29 May 2025 by Globe Content Studio National Bank
David Savard leader at National Bank

Dollarama Inc. helps customers find deals on a daily basis. The Montreal-based retailer announced in March that it has entered into a deal of its own to acquire The Reject Shop Ltd., the largest discount retailer in Australia.

It's an example of the potential of mergers and acquisitions (M&A) to unlock value and transform a business, says David Savard of National Bank, which acted as financial advisor to Dollarama.

Dollarama, which has over 1,600 locations across Canada, already owns a 60.1-per-cent interest in Dollarcity, a Latin American value retailer. With its latest acquisition, Dollarama is extending its reach to a new international market, presenting a clear path for growth through an established platform.

While some Canadian companies may be wary of making major corporate moves in these times of economic uncertainty, one strategic consideration should stay on the table: having a thoroughly thought-out M&A strategy.

“This environment favours the prepared, ready to play offence and defence and using M&A to their advantage,” says Mr. Savard, managing director, National Bank’s head of Mergers and Acquisitions and Private Capital Advisory.

Opportunities remain for buyers and sellers

Coming into 2025, Mr.

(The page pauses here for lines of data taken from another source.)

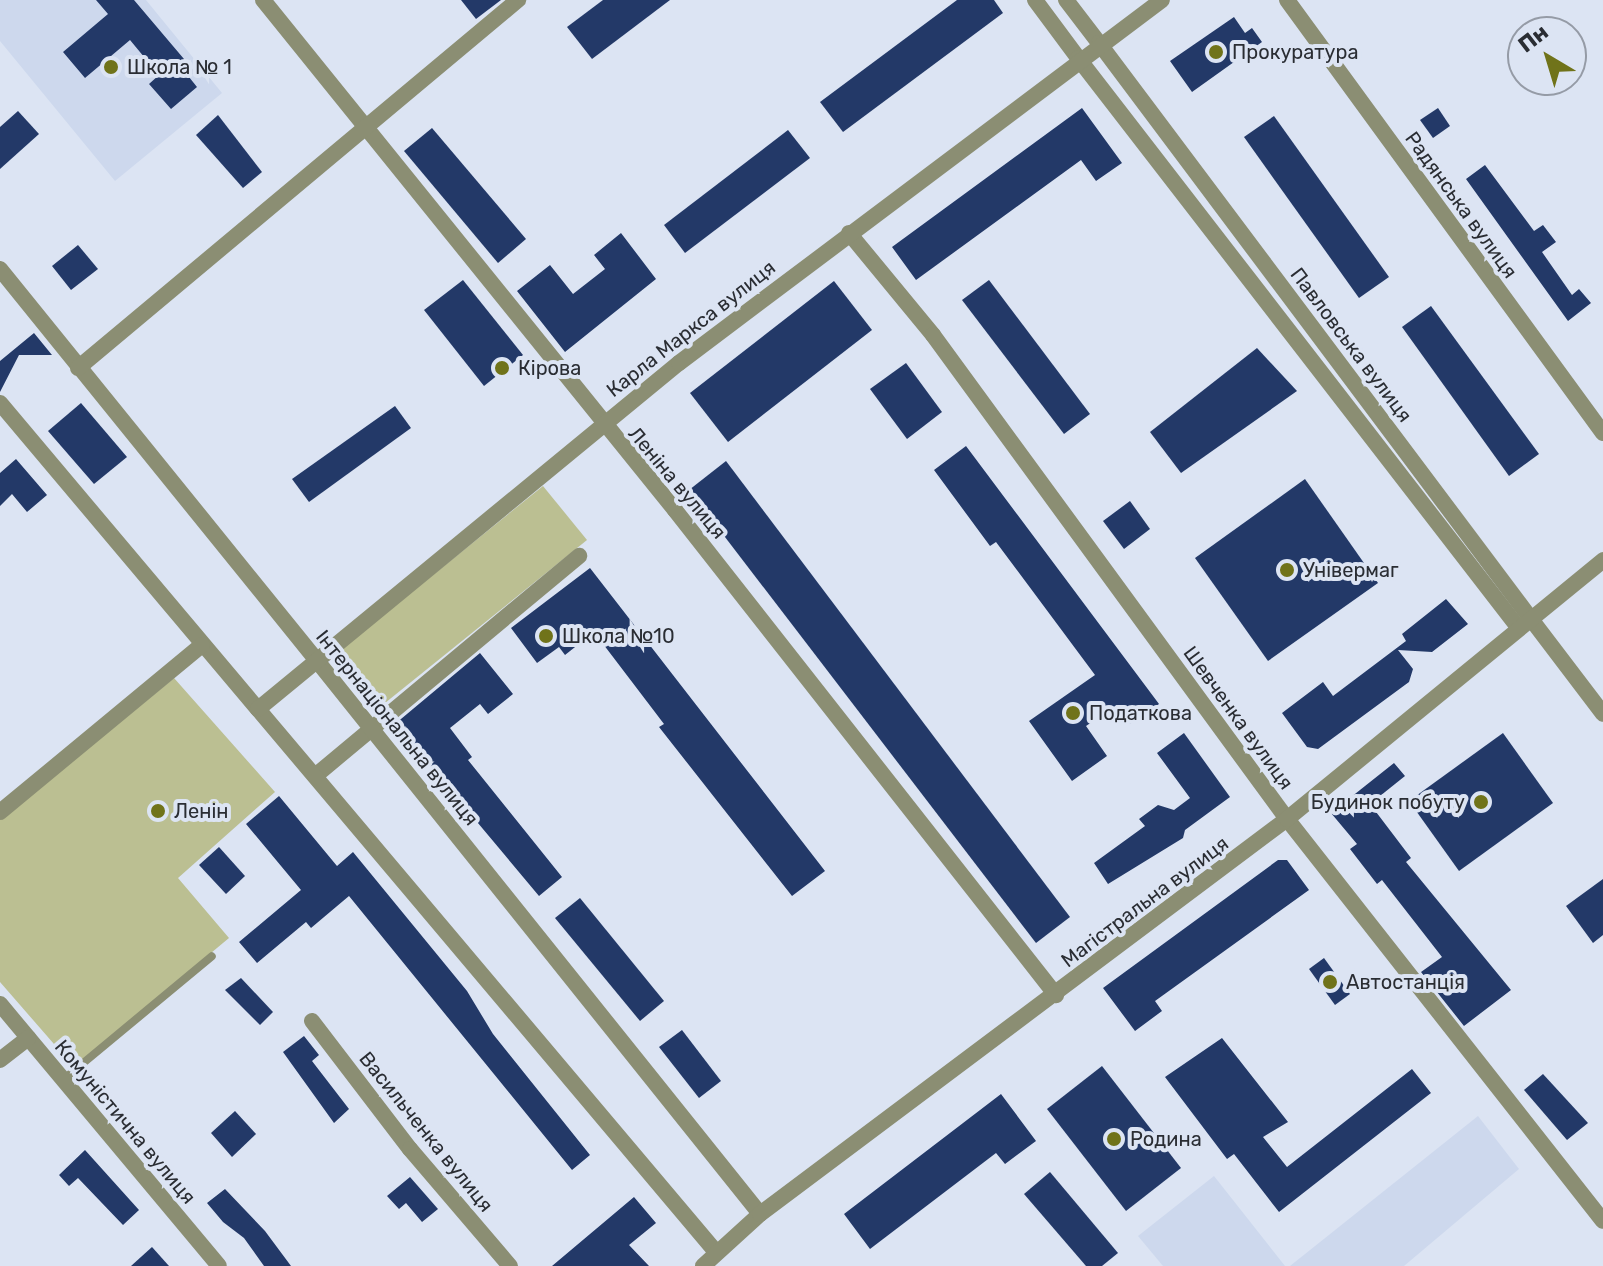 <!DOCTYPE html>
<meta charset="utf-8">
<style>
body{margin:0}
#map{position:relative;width:1603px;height:1266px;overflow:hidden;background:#dce4f3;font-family:Rubik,sans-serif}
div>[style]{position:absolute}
.built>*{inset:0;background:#cdd8ed}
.green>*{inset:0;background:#bbbf92}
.building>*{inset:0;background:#233968}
.service>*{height:8px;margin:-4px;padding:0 4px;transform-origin:4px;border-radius:4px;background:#8b8e73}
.minor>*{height:16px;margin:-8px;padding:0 8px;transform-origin:8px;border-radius:8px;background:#8b8e73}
.tertiary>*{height:16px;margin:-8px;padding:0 8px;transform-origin:8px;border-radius:8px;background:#8b8e73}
.dots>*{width:22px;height:22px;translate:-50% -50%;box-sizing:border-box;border:4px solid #dce4f3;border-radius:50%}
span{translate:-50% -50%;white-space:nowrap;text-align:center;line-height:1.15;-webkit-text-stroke:8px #dce4f3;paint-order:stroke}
.poi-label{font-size:20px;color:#2a2d33}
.left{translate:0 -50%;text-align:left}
.right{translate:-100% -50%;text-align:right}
.street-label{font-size:20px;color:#2a2d33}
.north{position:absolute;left:1507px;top:16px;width:80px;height:80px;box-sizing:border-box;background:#dce4f3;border:2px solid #959ba6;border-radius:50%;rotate:322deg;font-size:22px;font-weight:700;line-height:32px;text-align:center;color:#2a2d33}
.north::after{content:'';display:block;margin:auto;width:28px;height:36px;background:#70731a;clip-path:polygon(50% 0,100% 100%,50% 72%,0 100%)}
</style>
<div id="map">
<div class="built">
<i style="clip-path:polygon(0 0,146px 0,222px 93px,115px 181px,0 41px)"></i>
<i style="clip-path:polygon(1478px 1116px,1519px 1169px,1404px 1266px,1290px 1266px)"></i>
<i style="clip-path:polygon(1214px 1176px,1285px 1266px,1163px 1266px,1138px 1236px)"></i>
</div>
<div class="green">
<i style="clip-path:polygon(543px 486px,587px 540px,385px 703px,341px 649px)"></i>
<i style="clip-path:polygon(174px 678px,275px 792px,178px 878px,229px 938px,74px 1067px,0 982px,0 820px)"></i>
</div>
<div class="building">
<i style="clip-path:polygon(96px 0,134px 0,195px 72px,189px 77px,197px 87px,171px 109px,149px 84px,159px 75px,130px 40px,85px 78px,63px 52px,108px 14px)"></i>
<i style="clip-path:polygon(461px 0,501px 0,476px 19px)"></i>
<i style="clip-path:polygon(603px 0,670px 0,592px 59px,567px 27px)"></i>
<i style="clip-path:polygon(957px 0,994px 0,1003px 13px,843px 132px,820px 102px)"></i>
<i style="clip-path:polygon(1234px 17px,1245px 33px,1252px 28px,1262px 42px,1192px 92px,1170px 61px)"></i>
<i style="clip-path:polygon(1082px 108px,1122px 163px,1096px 181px,1081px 160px,916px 280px,892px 247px)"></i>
<i style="clip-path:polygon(1438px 108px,1450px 126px,1433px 138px,1420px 120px)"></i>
<i style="clip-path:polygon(18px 111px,39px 134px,0 169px,0 127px)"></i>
<i style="clip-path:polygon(218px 115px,262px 172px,243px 188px,196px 135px)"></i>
<i style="clip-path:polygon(1274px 116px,1389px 277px,1359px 298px,1244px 137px)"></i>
<i style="clip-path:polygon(432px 128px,526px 239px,498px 263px,404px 151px)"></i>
<i style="clip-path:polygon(788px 130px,810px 158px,685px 253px,664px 225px)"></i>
<i style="clip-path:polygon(1485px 165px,1534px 231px,1543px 225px,1556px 242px,1542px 252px,1572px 295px,1579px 289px,1591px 303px,1568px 321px,1466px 179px)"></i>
<i style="clip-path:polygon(621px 233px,656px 279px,565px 352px,517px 291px,550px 265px,573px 294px,605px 269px,594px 255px)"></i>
<i style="clip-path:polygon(78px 245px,98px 269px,71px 290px,52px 266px)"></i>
<i style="clip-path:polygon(463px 280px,523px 355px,484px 386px,424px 310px)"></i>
<i style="clip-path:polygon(989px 280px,1090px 414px,1064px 434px,962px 300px)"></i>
<i style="clip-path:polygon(834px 281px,872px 330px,728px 442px,690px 393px)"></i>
<i style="clip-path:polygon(1431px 306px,1539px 454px,1509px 476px,1402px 327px)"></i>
<i style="clip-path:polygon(34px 333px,52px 355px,19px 355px,0 392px,0 361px)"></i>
<i style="clip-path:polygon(1257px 348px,1297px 391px,1181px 473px,1150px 432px)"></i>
<i style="clip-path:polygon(906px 363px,942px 412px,907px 439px,870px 389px)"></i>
<i style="clip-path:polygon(81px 403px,127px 457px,94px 484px,48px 431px)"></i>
<i style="clip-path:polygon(395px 406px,411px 428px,309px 502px,292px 479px)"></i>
<i style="clip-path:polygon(966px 446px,1159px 704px,1130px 724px,1117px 705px,1086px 726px,1107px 756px,1072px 781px,1029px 721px,1095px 675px,996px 542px,990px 546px,934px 470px)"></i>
<i style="clip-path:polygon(16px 459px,47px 495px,27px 512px,12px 494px,0 506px,0 473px)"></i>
<i style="clip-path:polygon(726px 461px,1070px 917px,1036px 943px,689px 490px)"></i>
<i style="clip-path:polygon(1305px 479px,1378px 583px,1268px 661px,1195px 558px)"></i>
<i style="clip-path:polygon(1130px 501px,1150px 529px,1124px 549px,1103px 521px)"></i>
<i style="clip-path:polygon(590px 568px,825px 871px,792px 896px,659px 727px,664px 724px,594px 632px,565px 655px,559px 647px,537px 663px,511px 628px)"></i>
<i style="clip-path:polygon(1446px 599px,1468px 624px,1432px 652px,1398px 650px,1413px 669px,1409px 682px,1318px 749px,1307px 747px,1282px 713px,1323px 682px,1333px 696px,1406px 641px,1402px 634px)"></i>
<i style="clip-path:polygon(480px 653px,513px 694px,488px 714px,480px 704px,450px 728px,472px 757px,468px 760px,562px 877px,539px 896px,395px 724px)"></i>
<i style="clip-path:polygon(1184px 733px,1230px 797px,1185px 830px,1183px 838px,1108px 884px,1094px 863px,1145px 826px,1139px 819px,1158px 805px,1174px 810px,1190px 798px,1157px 753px)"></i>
<i style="clip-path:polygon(1503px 733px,1553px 803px,1459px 871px,1409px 801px)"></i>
<i style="clip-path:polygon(1394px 763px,1405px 776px,1370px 804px,1411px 858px,1406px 862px,1511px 990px,1464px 1026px,1421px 972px,1442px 957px,1382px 880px,1377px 884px,1350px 849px,1357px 844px,1331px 813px)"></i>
<i style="clip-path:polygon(279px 796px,337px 866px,353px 852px,467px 991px,493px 1034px,590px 1155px,572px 1170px,349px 896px,311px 928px,306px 922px,257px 963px,239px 942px,301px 890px,246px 824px)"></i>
<i style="clip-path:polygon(219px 847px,245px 876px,226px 894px,199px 865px)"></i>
<i style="clip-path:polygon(1278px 860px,1287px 860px,1309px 890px,1155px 1001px,1162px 1011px,1135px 1031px,1103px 988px)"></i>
<i style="clip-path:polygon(1603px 879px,1603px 935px,1593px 943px,1566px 906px)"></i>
<i style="clip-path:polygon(580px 898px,664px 1001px,640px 1021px,555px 918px)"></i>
<i style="clip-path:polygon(1324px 958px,1350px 994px,1335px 1005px,1309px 969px)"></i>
<i style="clip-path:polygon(241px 978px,273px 1012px,260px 1025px,225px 990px)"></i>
<i style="clip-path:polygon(682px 1030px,721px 1081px,699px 1098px,659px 1047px)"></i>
<i style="clip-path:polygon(304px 1036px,319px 1055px,312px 1061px,349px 1109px,334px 1123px,283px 1052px)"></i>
<i style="clip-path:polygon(1222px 1038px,1288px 1122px,1263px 1137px,1287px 1167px,1412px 1069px,1431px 1093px,1279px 1212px,1234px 1154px,1227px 1159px,1165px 1077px)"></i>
<i style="clip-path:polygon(1102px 1066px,1181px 1168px,1126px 1211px,1047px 1109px)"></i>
<i style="clip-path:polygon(1543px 1074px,1588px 1123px,1567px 1140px,1524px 1090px)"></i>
<i style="clip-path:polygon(1001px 1094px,1036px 1141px,1005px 1164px,996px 1153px,870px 1249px,844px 1214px)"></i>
<i style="clip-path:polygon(235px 1111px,256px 1134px,232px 1157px,211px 1133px)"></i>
<i style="clip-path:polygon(85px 1150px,139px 1210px,123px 1225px,78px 1178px,69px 1186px,59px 1175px)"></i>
<i style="clip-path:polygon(1050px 1172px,1118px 1253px,1102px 1266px,1086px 1266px,1024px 1194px)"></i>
<i style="clip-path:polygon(410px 1177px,438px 1209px,422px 1222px,406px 1203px,399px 1209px,387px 1196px)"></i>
<i style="clip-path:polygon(225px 1189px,265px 1231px,291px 1266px,264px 1266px,244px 1238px,223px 1222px,207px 1203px)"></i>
<i style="clip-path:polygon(634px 1197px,656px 1223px,629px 1245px,649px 1266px,552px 1266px)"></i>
<i style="clip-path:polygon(152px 1247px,169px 1266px,131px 1266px)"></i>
</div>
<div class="service">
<i style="left:64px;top:1079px;width:192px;rotate:-39.7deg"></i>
</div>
<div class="minor">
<i style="left:263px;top:0;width:656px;rotate:51.07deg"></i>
<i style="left:675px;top:510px;width:617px;rotate:51.85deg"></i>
<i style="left:1035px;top:0;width:72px;rotate:53.4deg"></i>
<i style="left:1066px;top:0;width:54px;rotate:52.5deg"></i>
<i style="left:1287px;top:0;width:536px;rotate:53.88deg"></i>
<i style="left:849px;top:233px;width:132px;rotate:50.5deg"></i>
<i style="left:933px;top:335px;width:600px;rotate:53.82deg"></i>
<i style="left:1287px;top:819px;width:511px;rotate:51.83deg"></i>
<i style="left:0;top:269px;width:506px;rotate:51.02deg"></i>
<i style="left:78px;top:368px;width:574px;rotate:-39.91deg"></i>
<i style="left:0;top:403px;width:400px;rotate:49.9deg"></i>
<i style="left:1531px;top:619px;width:119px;rotate:52.8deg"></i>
<i style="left:315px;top:776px;width:344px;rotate:-39.8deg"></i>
<i style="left:0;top:812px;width:262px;rotate:-39.6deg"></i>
<i style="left:0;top:1004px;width:341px;rotate:50.1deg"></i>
<i style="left:312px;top:1021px;width:161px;rotate:52.6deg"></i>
<i style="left:410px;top:1149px;width:154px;rotate:49.5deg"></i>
<i style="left:0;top:1060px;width:36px;rotate:-38deg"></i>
</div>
<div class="tertiary">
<i style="left:1099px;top:43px;width:720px;rotate:53.13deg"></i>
<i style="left:1078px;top:58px;width:719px;rotate:52.29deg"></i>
<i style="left:318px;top:662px;width:707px;rotate:51.31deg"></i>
<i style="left:716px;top:1252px;width:710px;rotate:-130.15deg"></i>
<i style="left:258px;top:709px;width:545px;rotate:-39.42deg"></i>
<i style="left:679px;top:363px;width:604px;rotate:-36.93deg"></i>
<i style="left:703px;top:1266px;width:77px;rotate:-42.4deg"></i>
<i style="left:760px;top:1214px;width:659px;rotate:-36.85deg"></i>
<i style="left:1287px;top:819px;width:409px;rotate:-39.3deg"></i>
</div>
<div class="dots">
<i style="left:1216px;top:52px;background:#70731a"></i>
<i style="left:111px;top:67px;background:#70731a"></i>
<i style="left:502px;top:368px;background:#70731a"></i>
<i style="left:1287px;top:570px;background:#70731a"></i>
<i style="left:546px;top:636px;background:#70731a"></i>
<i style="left:1073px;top:713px;background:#70731a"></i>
<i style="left:1481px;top:802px;background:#70731a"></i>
<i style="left:158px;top:811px;background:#70731a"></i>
<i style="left:1330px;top:982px;background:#70731a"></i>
<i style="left:1114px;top:1139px;background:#70731a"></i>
</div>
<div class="poi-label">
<span class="left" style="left:1232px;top:52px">Прокуратура</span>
<span class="left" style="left:127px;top:67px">Школа № 1</span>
<span class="left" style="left:518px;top:368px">Кірова</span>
<span class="left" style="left:1303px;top:570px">Універмаг</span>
<span class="left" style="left:562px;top:636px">Школа №10</span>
<span class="left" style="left:1089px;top:713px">Податкова</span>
<span class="right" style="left:1465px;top:802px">Будинок побуту</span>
<span class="left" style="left:174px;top:811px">Ленін</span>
<span class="left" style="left:1346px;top:982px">Автостанція</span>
<span class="left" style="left:1130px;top:1139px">Родина</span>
</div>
<div class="street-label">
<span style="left:1461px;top:205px;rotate:54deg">Радянська вулиця</span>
<span style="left:691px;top:329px;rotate:-38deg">Карла Маркса вулиця</span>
<span style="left:1351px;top:345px;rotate:53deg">Павловська вулиця</span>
<span style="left:677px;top:483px;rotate:50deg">Леніна вулиця</span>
<span style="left:1238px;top:718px;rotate:54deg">Шевченка вулиця</span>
<span style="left:397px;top:728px;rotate:51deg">Інтернаціональна вулиця</span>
<span style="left:1145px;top:902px;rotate:-37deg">Магістральна вулиця</span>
<span style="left:125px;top:1122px;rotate:50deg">Комуністична вулиця</span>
<span style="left:426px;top:1132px;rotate:51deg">Васильченка вулиця</span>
</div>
<div class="north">Пн</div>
</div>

Savard adds, there were tremendous tailwinds for M&A activity. Interest rates were falling and investor enthusiasm was high. Global private equity had about $2-trillion in ‘dry powder’ (the amount of capital committed but not yet deployed) to shop for companies around the world, including in Canada, a report by McKinsey notes.

While this year has seen a highly unpredictable business environment, Mr. Savard says there are still opportunities for astute buyers and sellers in Canada. Deals are still being done.

Goals vary, from increasing a customer or supplier footprint in new markets, to divesting non-core business lines or selling companies outright. Whatever the objective, M&A deals don’t happen overnight. Nor would a buyer or a seller want to rush the process.

In-depth preparation is essential for sellers to get the best value and for buyers to optimize transaction benefits without overpaying.

“You don’t want to be scrambling once a deal is almost ready to close due to insufficient due diligence and a lack of integration planning,” Mr. Savard says. “A lack of preparation, and inadequate legal and financial advisory support, can negate the financial and operational benefits that well executed M&A transactions can provide.”

Support at every stage

The challenge for many companies is a lack of in-house M&A expertise. Working with experienced partners can be beneficial for both buyers and sellers.

The right advice can assist sellers in determining their objectives, and what they can do to get the best outcomes in a deal, from optimal process design and negotiation strategy through to transaction structuring and closing. For buyers, the goal is to integrate tailored M&A planning into broader growth plans, with advice on target selection, approach strategy and deal execution. 

Over the years, National Bank has helped Canadian companies expand overseas as well as supporting international investors looking to acquire companies in Canada. To be relevant in today’s market, Mr. Savard says M&A advisors must foster global connections. 

“We cover close to 1,000 funds worldwide, including private equity funds, family offices, direct-investing pension funds and all major sovereign wealth funds. And there’s a lot of interest in Canada, even in the current uncertain business environment."

Proper planning and disciplined execution, supported by experienced third-party legal and financial advisors, helps to minimize transaction risks. It also assists in cutting through today's uncertainty to identify and capitalize on buy- and sell-side opportunities.

“Those with well-designed M&A strategies can take advantage of volatility and complete beneficial deals while their competition remains idle,” Mr. Savard says.

He expects to see an increased pipeline of companies – in sectors such as energy, basic materials, technology, services and selected areas of consumer and industrial products – that are looking to buy, sell or find partners to grow.

Despite current volatility, there are always ways to seize opportunity. “The main message is that M&A remains a relevant and highly effective corporate development tool no matter the market.”